## PROBLEM TO WORK ON:
Report every line of the records that includes the word "вуліца".

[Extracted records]

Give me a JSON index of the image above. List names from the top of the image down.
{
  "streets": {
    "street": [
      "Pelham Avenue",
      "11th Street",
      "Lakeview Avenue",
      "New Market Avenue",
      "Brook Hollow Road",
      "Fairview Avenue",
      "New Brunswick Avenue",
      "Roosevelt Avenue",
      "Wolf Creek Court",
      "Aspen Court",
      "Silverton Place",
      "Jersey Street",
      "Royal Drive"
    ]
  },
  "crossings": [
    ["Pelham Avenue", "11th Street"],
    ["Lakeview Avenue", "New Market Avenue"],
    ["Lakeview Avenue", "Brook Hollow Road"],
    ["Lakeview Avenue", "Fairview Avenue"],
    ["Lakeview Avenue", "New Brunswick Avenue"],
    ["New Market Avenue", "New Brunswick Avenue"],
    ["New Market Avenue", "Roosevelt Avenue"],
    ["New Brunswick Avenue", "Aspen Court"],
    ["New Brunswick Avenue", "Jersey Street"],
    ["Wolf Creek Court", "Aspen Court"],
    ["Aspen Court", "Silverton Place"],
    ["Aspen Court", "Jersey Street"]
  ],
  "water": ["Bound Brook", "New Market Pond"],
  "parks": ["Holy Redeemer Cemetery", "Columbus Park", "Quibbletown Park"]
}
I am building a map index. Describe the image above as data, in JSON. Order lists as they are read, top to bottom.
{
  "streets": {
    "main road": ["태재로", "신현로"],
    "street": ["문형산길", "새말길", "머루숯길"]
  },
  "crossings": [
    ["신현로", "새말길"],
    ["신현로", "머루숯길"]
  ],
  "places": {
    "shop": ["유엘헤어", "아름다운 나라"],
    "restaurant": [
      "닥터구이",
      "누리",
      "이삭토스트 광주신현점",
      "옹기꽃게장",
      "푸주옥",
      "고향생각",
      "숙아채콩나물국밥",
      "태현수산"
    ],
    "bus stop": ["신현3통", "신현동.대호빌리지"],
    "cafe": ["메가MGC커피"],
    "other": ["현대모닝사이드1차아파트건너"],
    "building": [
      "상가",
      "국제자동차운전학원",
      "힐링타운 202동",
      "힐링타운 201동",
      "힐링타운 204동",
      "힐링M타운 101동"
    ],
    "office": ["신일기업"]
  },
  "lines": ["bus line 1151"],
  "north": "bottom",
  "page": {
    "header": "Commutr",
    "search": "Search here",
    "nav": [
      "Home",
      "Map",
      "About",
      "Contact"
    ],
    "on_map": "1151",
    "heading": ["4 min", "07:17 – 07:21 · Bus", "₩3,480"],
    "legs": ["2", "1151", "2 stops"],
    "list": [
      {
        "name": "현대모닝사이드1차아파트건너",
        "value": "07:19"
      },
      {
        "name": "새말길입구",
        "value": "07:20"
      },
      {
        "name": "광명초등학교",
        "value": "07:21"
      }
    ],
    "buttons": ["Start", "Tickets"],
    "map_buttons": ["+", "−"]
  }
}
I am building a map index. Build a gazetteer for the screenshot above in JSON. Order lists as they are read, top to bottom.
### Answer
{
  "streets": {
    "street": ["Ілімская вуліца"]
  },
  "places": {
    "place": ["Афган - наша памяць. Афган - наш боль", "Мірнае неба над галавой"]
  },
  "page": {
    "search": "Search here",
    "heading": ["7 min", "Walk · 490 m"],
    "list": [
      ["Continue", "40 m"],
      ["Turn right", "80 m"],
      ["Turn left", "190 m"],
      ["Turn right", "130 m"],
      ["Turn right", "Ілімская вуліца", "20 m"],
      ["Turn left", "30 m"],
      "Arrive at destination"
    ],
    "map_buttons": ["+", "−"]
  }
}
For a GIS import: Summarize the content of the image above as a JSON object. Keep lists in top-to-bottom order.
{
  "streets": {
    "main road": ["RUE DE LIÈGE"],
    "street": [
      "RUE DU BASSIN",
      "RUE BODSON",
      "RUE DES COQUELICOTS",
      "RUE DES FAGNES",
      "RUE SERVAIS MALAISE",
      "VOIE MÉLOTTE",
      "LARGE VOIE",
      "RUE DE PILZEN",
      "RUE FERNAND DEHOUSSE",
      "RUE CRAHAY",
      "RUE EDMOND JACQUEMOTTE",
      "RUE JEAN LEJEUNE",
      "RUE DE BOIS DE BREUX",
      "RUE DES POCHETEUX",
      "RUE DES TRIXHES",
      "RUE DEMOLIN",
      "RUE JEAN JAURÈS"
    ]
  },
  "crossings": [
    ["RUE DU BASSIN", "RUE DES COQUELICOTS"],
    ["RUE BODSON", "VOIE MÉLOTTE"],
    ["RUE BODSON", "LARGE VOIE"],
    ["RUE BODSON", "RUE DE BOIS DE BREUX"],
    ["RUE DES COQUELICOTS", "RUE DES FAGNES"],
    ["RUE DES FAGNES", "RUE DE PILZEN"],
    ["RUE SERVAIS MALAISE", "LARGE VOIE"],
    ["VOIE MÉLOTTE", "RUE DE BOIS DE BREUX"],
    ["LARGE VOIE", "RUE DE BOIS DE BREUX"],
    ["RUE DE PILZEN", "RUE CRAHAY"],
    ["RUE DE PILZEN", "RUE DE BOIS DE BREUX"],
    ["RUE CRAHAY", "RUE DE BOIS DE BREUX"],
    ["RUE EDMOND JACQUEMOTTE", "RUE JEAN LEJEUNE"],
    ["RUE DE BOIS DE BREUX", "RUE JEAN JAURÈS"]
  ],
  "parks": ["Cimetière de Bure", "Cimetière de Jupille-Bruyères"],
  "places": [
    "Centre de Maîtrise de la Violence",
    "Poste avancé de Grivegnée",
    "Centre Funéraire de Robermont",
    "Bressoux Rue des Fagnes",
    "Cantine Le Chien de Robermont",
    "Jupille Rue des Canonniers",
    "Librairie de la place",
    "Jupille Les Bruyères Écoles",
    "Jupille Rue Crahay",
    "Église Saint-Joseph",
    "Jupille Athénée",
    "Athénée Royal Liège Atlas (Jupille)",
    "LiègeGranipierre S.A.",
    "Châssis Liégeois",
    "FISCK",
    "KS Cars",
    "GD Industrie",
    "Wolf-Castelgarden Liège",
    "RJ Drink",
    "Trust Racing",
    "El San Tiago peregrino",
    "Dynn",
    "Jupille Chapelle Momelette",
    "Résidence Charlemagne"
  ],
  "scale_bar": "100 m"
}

## YOUR RESPONSE:
    "street": ["Ілімская вуліца"]
      ["Turn right", "Ілімская вуліца", "20 m"],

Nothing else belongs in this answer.